L’Ouganda avait indiqué le mois dernier que ses troupes sécurisaient la ville de Bunia, chef-lieu de la province de l’Ituri, à environ 160 km de Mahagi, en collaboration avec les forces congolaises, afin de repousser des milices locales.

Le nord-est de la RDC est en proie à des violences communautaires récurrentes.

« Nos troupes sont entrées dans la ville de Mahagi et nous en avons le contrôle », a déclaré dimanche à l’AFP le porte-parole de l’armée ougandaise Felix Kulayigye.

Le déploiement a été fait à la demande des forces armées congolaises « en raison des massacres de civils commis par la Codéco », a-t-il ajouté.

La milice Codéco (Coopérative pour le développement du Congo) prétend défendre les intérêts de la communauté Lendu, principalement composée d’agriculteurs, face à la communauté Hema, majoritairement pastorale.

Le 10 février, au moins 51 personnes ont été tuées en Ituri par des hommes armés affiliés à cette milice, selon des sources humanitaires et locales.
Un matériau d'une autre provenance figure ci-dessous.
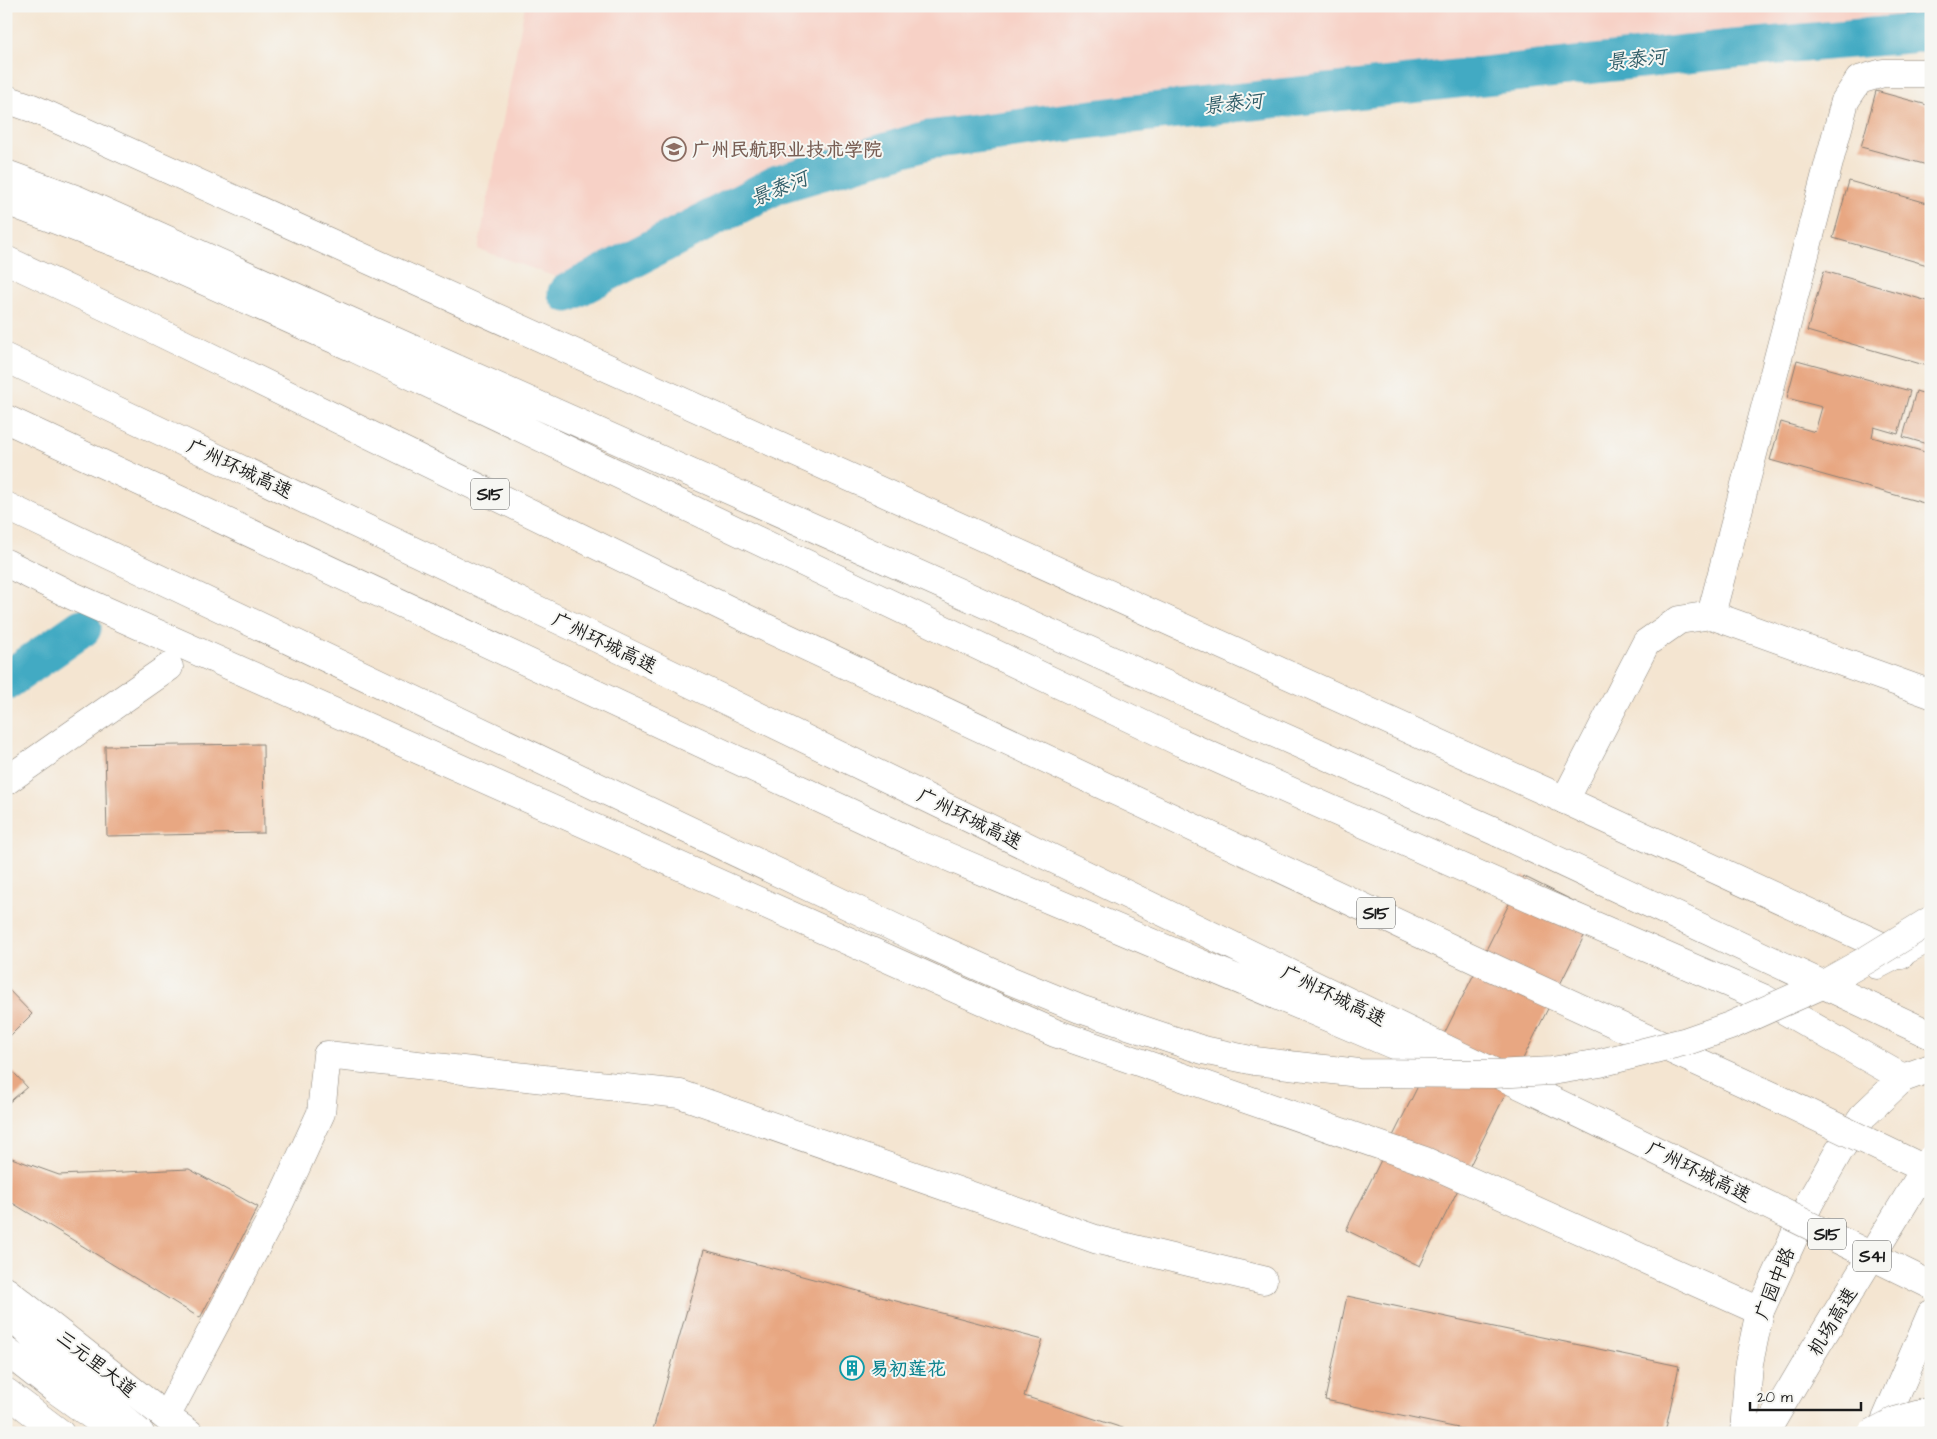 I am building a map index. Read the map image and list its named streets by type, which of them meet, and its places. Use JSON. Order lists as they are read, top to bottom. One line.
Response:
{"streets":{"main road":["广州环城高速","S15","S41","广园中路","机场高速","三元里大道"]},"water":["景泰河"],"places":{"school or university":["广州民航职业技术学院"],"building":["易初莲花"]},"scale_bar":"20 m"} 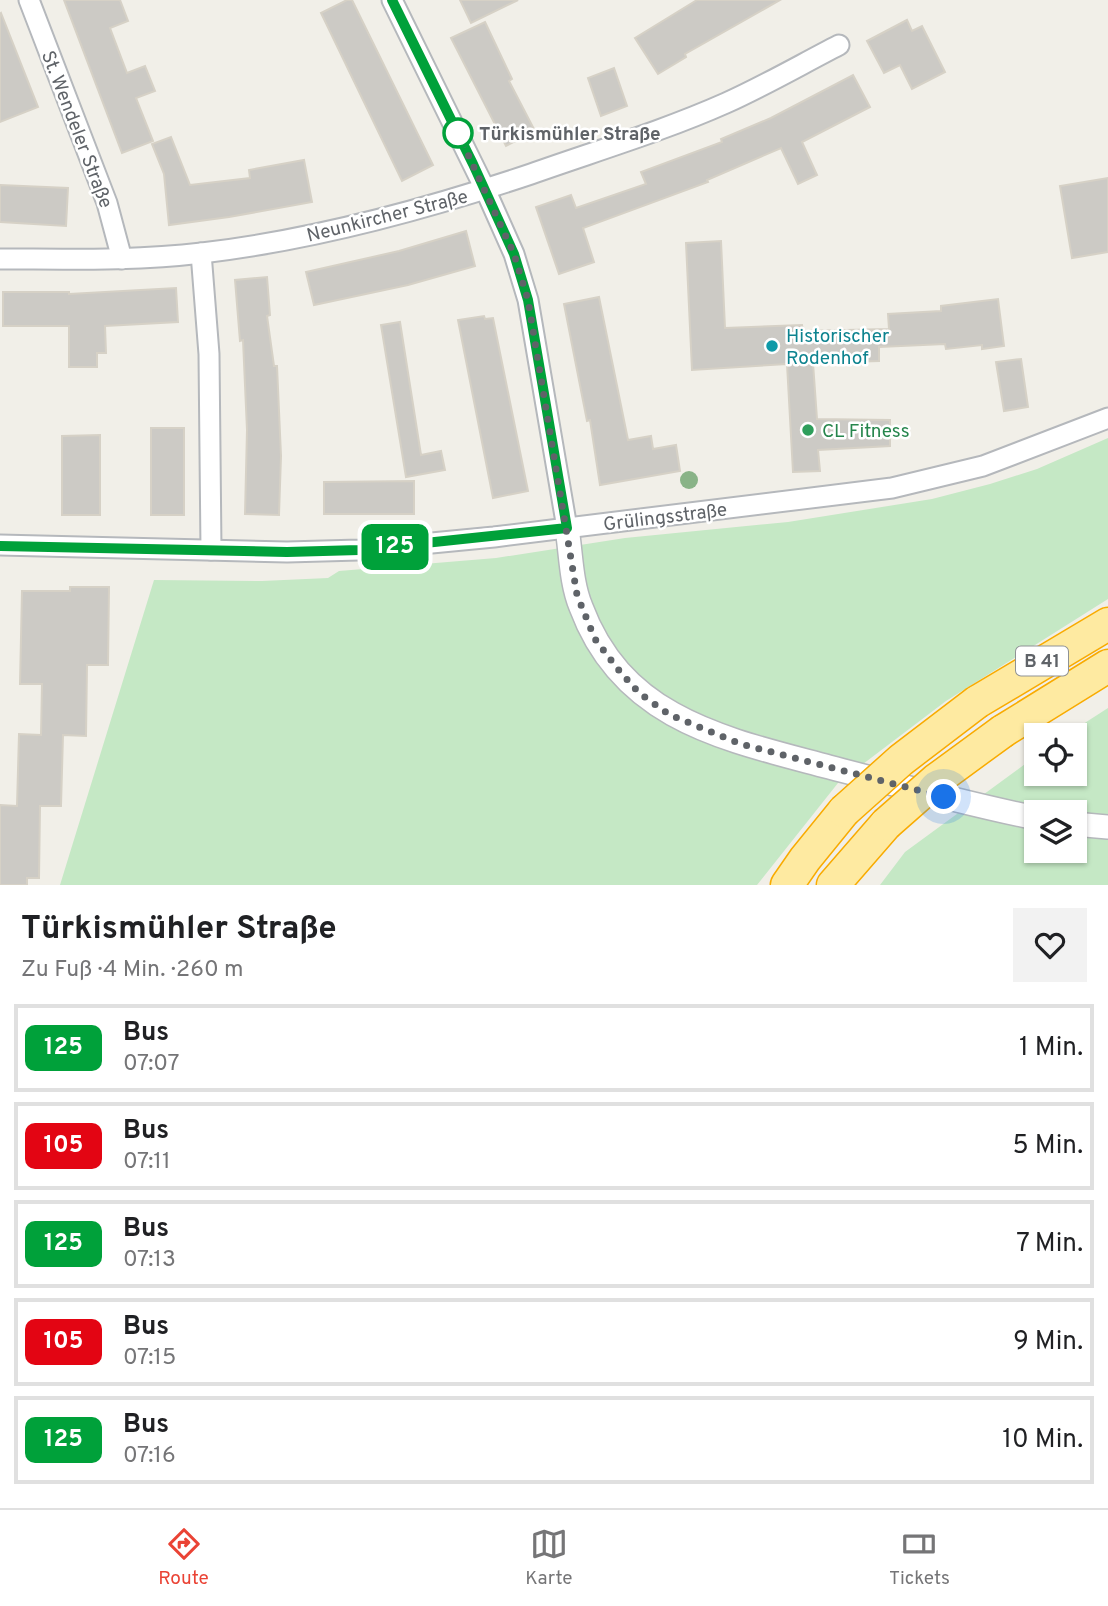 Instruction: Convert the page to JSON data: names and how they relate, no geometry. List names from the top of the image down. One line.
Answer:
{"streets":{"highway":["B 41"],"street":["St. Wendeler Straße","Neunkircher Straße","Grülingsstraße"]},"crossings":[["St. Wendeler Straße","Neunkircher Straße"]],"places":["Türkismühler Straße","Historischer Rodenhof","CL Fitness"],"lines":["bus line 125"],"page":{"on_map":"125","heading":["Türkismühler Straße","Zu Fuß · 4 Min. · 260 m"],"list":[{"mark":"125","name":"Bus","note":"07:07","value":"1 Min."},{"mark":"105","name":"Bus","note":"07:11","value":"5 Min."},{"mark":"125","name":"Bus","note":"07:13","value":"7 Min."},{"mark":"105","name":"Bus","note":"07:15","value":"9 Min."},{"mark":"125","name":"Bus","note":"07:16","value":"10 Min."}],"tabs":["Route","Karte","Tickets"]}} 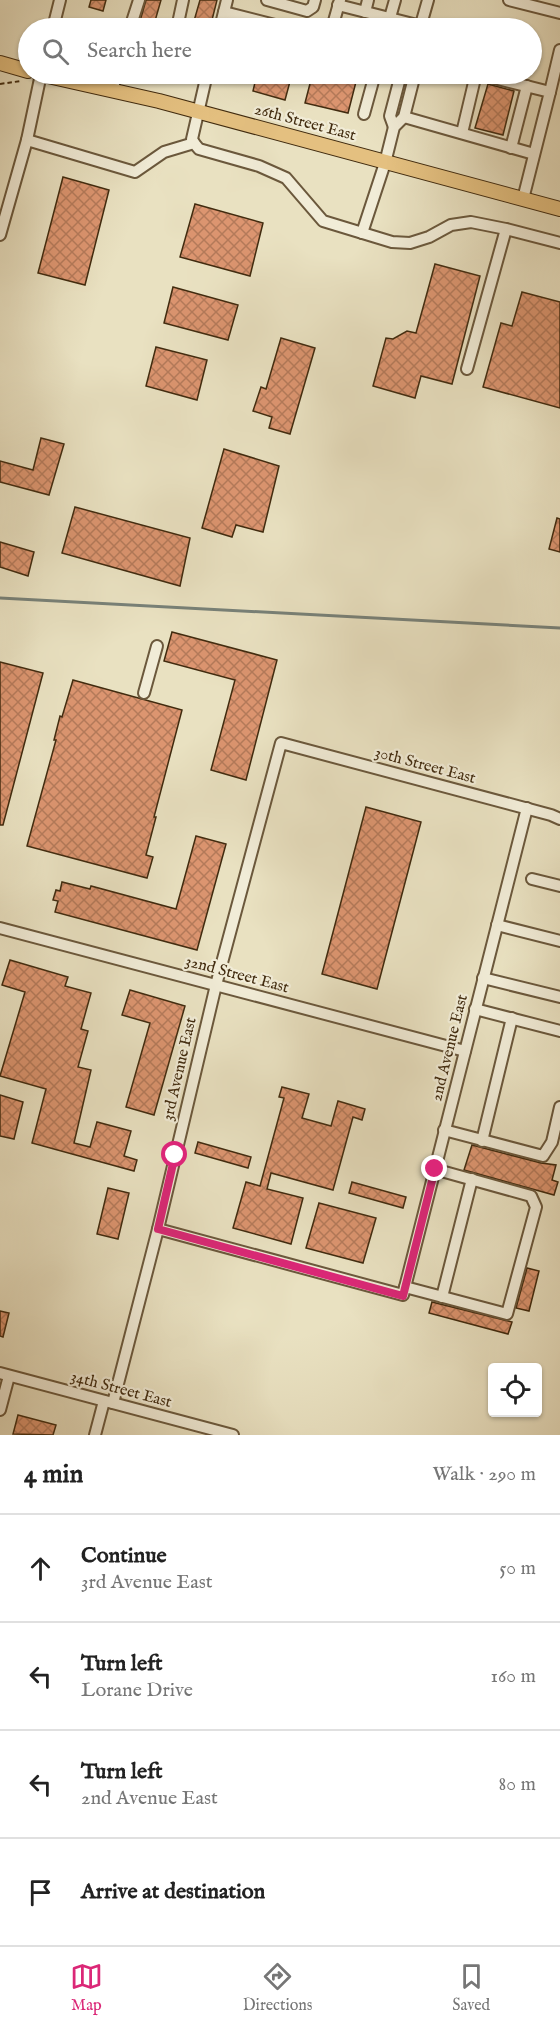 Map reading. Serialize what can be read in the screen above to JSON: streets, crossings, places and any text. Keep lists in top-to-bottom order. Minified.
{"streets":{"main road":["26th Street East"],"street":["30th Street East","32nd Street East","2nd Avenue East","3rd Avenue East","34th Street East"]},"crossings":[["30th Street East","2nd Avenue East"],["30th Street East","3rd Avenue East"],["32nd Street East","2nd Avenue East"],["32nd Street East","3rd Avenue East"],["3rd Avenue East","34th Street East"]],"page":{"search":"Search here","heading":["4 min","Walk · 290 m"],"list":[["Continue","3rd Avenue East","50 m"],["Turn left","Lorane Drive","160 m"],["Turn left","2nd Avenue East","80 m"],"Arrive at destination"],"nav":["Map","Directions","Saved"]}} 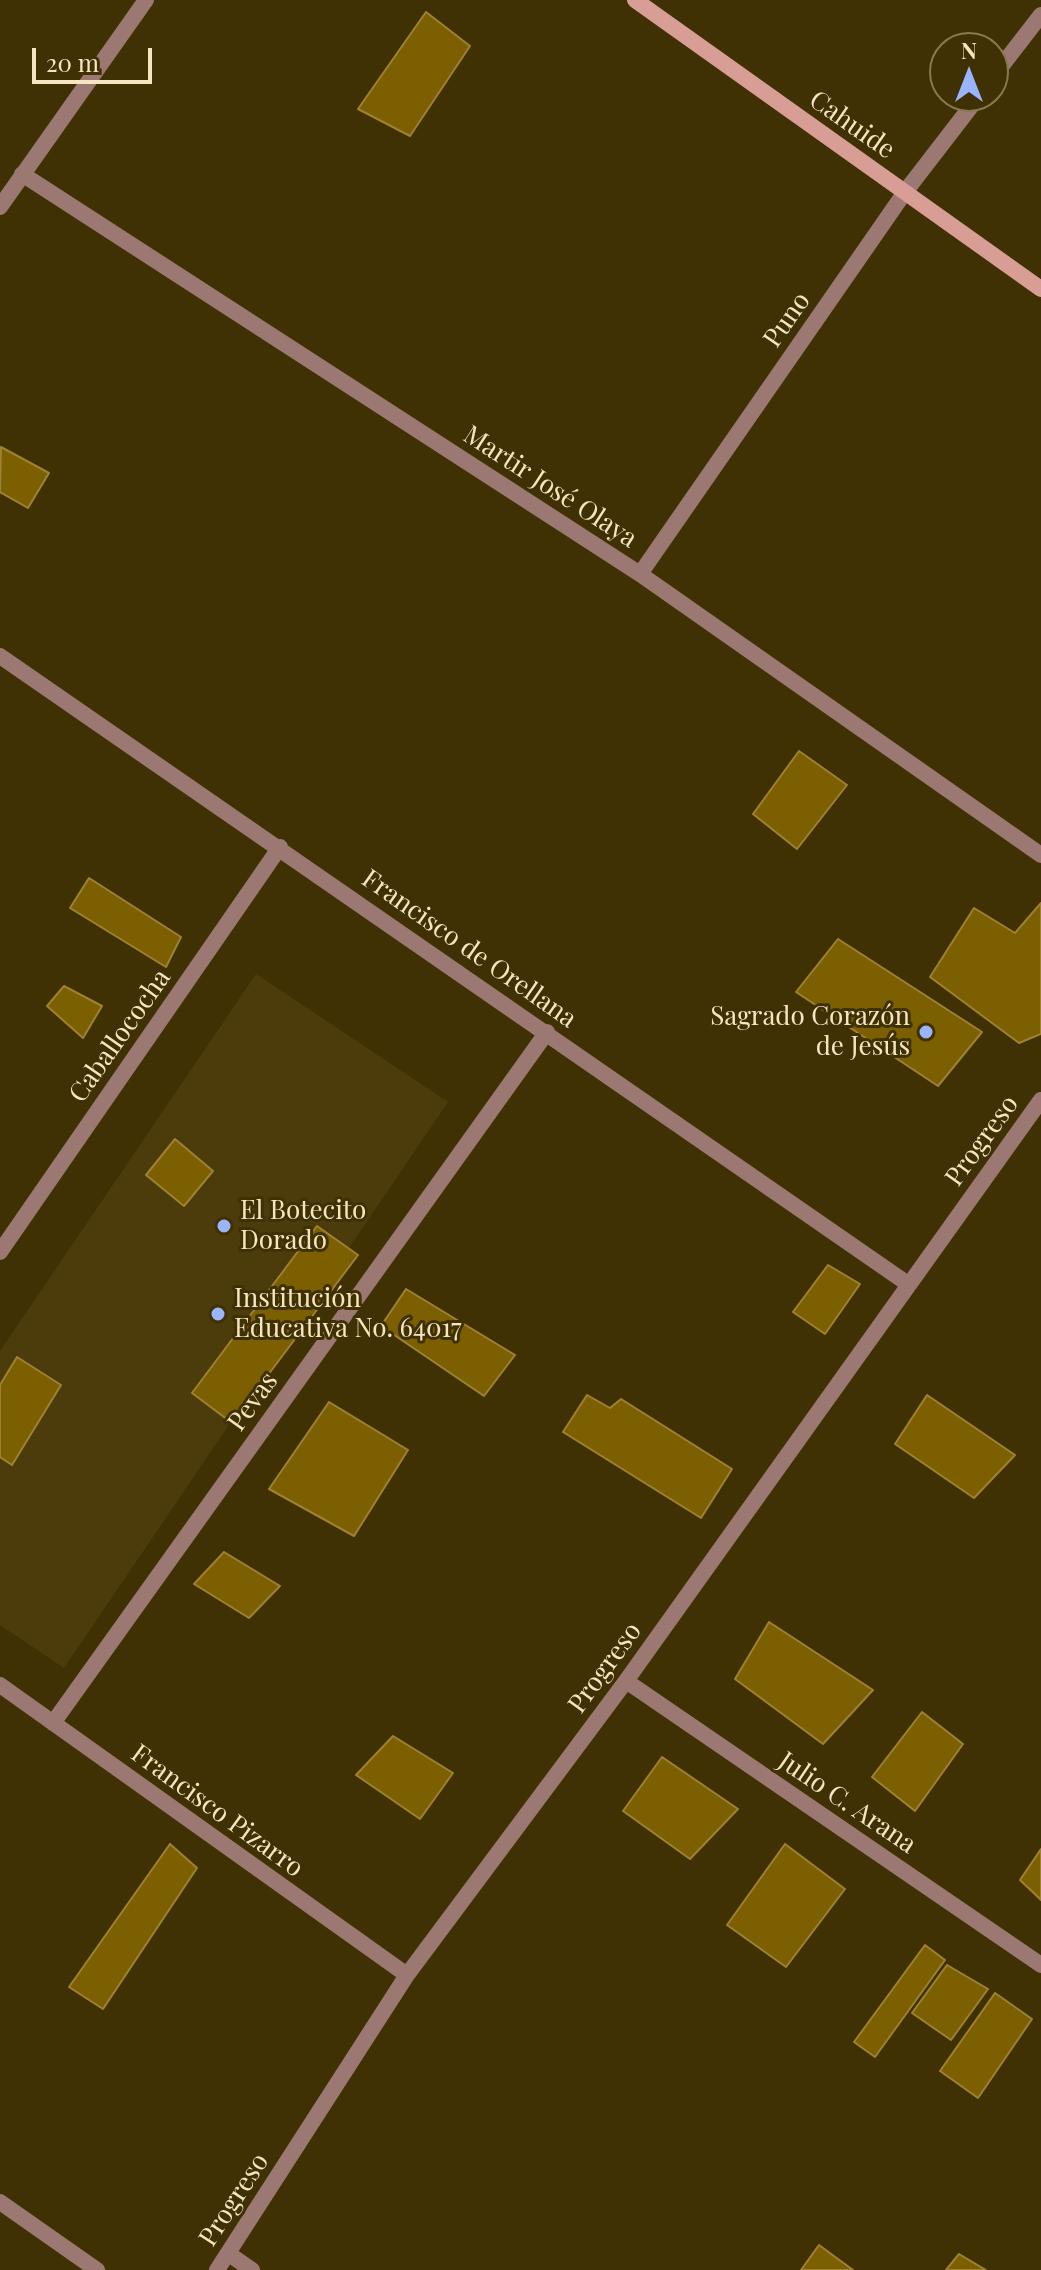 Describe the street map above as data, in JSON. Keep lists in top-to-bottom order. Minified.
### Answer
{"streets":{"main road":["Cahuide"],"street":["Puno","Martir José Olaya","Francisco de Orellana","Caballococha","Progreso","Pevas","Julio C. Arana","Francisco Pizarro"]},"crossings":[["Cahuide","Puno"],["Puno","Martir José Olaya"],["Francisco de Orellana","Caballococha"],["Francisco de Orellana","Progreso"],["Francisco de Orellana","Pevas"],["Progreso","Julio C. Arana"],["Progreso","Francisco Pizarro"],["Pevas","Francisco Pizarro"]],"places":["Sagrado Corazón de Jesús","El Botecito Dorado","Institución Educativa No. 64017"],"scale_bar":"20 m","north":"top"}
« L’UPDF (l’armée ougandaise) a rapidement et avec succès occupé la ville de Mahagi, » s’était félicité samedi sur X Muhoozi Kainerugaba, chef des forces armées ougandaises et fils du président Yoweri Museveni.

« Nous allons (…) continuer notre quête des Codéco où qu’ils soient! » avait-il également averti.

La province de l’Ituri est déchirée depuis 2017 par un conflit entre milices communautaires, dont la Codéco et la milice Zaïre affirmant défendre la communauté Hema, qui a provoqué la mort de milliers de civils et des déplacements massifs de populations.

L’Ituri se situe au nord des provinces du Nord-Kivu et du Sud-Kivu. Depuis fin janvier, le groupe armé antigouvernemental M23 s’est notamment rendu maître – avec ses alliés des forces rwandaises – des grandes villes de Goma et Bukavu, après avoir déjà conquis depuis 2021 de vastes pans de cette région riche en ressources naturelles.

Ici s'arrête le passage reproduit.